Data for analysis.
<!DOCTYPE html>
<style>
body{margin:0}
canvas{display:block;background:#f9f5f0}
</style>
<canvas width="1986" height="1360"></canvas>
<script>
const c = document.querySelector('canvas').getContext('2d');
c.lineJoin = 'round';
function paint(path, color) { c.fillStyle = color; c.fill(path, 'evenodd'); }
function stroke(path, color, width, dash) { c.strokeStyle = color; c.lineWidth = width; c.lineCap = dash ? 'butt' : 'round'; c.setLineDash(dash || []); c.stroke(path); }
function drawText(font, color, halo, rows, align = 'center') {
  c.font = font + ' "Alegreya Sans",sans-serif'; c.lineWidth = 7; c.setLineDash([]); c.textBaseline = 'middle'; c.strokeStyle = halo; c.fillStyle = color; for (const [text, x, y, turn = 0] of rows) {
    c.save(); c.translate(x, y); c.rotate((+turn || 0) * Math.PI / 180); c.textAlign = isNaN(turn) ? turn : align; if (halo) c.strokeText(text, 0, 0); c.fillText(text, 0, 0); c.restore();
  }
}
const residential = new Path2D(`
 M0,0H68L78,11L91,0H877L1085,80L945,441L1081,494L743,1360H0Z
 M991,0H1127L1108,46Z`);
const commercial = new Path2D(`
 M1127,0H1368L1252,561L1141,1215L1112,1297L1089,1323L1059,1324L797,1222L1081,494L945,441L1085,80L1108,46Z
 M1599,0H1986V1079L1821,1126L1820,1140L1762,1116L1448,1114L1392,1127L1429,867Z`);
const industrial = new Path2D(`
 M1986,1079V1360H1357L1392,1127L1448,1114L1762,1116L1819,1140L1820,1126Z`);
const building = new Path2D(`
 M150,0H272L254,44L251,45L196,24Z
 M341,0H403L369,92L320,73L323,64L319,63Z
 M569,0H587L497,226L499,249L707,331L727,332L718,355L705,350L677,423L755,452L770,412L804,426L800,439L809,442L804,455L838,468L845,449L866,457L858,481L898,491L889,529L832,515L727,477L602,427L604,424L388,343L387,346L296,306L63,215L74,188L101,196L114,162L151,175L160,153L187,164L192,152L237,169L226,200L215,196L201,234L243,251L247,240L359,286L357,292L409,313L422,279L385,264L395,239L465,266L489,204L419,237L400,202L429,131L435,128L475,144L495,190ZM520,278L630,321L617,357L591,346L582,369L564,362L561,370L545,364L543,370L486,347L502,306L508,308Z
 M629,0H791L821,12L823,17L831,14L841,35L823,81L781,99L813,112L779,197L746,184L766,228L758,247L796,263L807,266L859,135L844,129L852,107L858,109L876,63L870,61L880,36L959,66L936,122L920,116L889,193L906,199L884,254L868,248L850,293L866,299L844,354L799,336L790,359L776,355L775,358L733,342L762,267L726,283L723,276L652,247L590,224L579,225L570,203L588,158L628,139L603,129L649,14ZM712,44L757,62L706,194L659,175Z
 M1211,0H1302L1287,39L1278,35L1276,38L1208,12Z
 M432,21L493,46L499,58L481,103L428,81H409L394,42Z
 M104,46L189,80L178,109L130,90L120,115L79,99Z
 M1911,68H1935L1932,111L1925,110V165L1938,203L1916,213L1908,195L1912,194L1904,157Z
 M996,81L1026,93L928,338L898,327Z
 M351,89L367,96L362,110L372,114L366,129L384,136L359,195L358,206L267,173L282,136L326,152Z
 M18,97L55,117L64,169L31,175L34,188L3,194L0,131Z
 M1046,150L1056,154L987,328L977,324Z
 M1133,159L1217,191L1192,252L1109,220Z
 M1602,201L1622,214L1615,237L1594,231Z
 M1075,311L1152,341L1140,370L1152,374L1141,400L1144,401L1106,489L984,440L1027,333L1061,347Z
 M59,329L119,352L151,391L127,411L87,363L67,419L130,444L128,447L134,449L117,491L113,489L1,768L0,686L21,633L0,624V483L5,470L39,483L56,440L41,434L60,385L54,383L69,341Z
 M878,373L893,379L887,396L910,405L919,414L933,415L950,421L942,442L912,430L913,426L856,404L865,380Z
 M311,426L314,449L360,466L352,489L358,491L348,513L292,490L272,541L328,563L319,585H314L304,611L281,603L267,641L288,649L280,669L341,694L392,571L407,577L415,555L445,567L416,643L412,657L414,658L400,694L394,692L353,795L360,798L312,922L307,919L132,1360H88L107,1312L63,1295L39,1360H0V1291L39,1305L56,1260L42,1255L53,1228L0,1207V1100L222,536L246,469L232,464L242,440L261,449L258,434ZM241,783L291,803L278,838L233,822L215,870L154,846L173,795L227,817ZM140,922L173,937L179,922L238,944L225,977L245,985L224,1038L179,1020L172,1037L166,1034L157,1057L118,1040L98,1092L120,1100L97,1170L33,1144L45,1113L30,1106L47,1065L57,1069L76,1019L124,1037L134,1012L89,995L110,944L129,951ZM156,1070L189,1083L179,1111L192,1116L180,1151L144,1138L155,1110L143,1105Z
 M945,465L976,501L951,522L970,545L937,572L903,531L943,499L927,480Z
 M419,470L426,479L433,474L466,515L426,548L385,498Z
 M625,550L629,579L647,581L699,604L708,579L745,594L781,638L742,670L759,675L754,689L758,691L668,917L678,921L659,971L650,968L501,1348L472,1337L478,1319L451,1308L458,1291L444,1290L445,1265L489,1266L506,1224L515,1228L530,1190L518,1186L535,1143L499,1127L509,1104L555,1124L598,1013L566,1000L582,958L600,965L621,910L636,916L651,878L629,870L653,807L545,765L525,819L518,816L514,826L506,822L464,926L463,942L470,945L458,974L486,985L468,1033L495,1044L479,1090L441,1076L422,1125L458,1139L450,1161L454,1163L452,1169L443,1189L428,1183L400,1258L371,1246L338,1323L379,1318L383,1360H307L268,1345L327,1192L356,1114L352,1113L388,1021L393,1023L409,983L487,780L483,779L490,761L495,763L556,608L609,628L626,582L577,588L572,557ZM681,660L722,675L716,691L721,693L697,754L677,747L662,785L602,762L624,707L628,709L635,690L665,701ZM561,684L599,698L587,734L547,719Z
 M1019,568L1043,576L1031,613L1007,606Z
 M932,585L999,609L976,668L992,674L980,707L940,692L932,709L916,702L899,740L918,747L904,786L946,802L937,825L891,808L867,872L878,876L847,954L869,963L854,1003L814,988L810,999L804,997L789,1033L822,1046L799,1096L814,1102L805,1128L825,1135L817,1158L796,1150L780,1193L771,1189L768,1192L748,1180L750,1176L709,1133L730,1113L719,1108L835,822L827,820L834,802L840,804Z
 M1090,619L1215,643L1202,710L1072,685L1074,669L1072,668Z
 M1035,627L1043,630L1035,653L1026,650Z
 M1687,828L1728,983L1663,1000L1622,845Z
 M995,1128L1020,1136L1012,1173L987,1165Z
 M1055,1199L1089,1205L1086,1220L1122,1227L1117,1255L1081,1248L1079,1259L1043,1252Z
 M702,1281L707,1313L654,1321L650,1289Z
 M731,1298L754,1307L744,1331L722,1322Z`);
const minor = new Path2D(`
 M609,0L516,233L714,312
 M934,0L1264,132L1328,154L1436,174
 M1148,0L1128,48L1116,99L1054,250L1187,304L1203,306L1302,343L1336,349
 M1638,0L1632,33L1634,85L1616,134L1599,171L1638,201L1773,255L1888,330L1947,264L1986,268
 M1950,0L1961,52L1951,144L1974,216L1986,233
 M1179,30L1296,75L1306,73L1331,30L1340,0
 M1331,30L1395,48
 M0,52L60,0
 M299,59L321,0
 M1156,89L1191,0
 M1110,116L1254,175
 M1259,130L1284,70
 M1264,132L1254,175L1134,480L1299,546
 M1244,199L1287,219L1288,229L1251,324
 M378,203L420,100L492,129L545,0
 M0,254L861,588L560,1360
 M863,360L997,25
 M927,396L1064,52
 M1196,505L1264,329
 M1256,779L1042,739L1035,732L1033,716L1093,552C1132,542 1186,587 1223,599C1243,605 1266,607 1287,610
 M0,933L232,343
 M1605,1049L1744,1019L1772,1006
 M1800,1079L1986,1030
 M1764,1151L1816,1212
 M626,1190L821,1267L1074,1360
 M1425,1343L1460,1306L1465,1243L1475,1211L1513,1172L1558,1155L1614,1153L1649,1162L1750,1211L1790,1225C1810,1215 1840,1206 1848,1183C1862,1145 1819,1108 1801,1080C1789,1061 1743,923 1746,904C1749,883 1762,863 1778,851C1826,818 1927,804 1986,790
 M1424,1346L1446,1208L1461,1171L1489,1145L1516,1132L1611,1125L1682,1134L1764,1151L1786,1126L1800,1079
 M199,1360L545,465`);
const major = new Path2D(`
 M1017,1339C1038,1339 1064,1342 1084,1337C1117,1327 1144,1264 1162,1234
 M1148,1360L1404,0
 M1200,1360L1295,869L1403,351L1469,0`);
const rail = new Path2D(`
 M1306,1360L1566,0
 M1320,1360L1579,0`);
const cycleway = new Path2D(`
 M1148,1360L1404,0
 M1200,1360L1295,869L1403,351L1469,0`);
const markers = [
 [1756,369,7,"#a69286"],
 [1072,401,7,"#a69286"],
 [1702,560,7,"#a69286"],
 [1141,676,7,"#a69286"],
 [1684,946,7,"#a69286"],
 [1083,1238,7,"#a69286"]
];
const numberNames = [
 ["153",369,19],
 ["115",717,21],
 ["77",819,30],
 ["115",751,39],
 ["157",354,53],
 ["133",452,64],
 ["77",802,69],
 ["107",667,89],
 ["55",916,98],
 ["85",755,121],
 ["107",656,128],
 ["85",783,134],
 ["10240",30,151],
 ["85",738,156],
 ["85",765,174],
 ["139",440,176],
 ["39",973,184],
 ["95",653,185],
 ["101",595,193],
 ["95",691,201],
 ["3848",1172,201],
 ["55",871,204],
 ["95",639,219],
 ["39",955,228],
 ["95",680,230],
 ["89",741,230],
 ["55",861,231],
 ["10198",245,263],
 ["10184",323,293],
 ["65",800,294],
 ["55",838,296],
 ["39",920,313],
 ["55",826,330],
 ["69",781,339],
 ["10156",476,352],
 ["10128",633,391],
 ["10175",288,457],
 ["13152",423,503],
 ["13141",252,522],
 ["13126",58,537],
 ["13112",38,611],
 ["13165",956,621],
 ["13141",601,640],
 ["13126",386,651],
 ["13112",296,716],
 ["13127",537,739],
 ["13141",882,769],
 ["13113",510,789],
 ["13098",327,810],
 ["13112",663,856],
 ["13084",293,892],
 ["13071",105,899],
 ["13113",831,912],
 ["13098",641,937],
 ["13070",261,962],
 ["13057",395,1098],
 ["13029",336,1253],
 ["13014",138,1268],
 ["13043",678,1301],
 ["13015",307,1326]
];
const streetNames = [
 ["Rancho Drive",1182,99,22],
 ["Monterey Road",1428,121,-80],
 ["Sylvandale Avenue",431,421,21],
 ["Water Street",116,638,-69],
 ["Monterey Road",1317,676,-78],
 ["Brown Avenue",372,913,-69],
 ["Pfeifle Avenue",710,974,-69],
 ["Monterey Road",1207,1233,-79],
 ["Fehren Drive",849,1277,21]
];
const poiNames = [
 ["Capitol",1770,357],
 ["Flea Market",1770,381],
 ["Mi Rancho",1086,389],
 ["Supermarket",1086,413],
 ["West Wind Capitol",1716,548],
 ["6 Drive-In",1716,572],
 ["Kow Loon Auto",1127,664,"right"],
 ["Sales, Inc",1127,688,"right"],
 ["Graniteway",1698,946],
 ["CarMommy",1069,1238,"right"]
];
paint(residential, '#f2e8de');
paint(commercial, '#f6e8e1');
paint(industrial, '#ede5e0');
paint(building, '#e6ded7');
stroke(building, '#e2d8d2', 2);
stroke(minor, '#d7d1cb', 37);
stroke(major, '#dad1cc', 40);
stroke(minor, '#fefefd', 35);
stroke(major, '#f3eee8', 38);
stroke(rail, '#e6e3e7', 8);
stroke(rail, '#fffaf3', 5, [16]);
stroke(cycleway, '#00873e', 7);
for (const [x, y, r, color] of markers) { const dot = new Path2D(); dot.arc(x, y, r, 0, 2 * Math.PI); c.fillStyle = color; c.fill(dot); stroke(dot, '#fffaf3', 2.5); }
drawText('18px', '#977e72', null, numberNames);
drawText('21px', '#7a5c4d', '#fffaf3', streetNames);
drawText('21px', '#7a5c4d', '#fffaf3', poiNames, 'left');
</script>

What this task involves.
State how many lines of the listing above include the string "strokeStyle", with no words around the number.

Task response.
2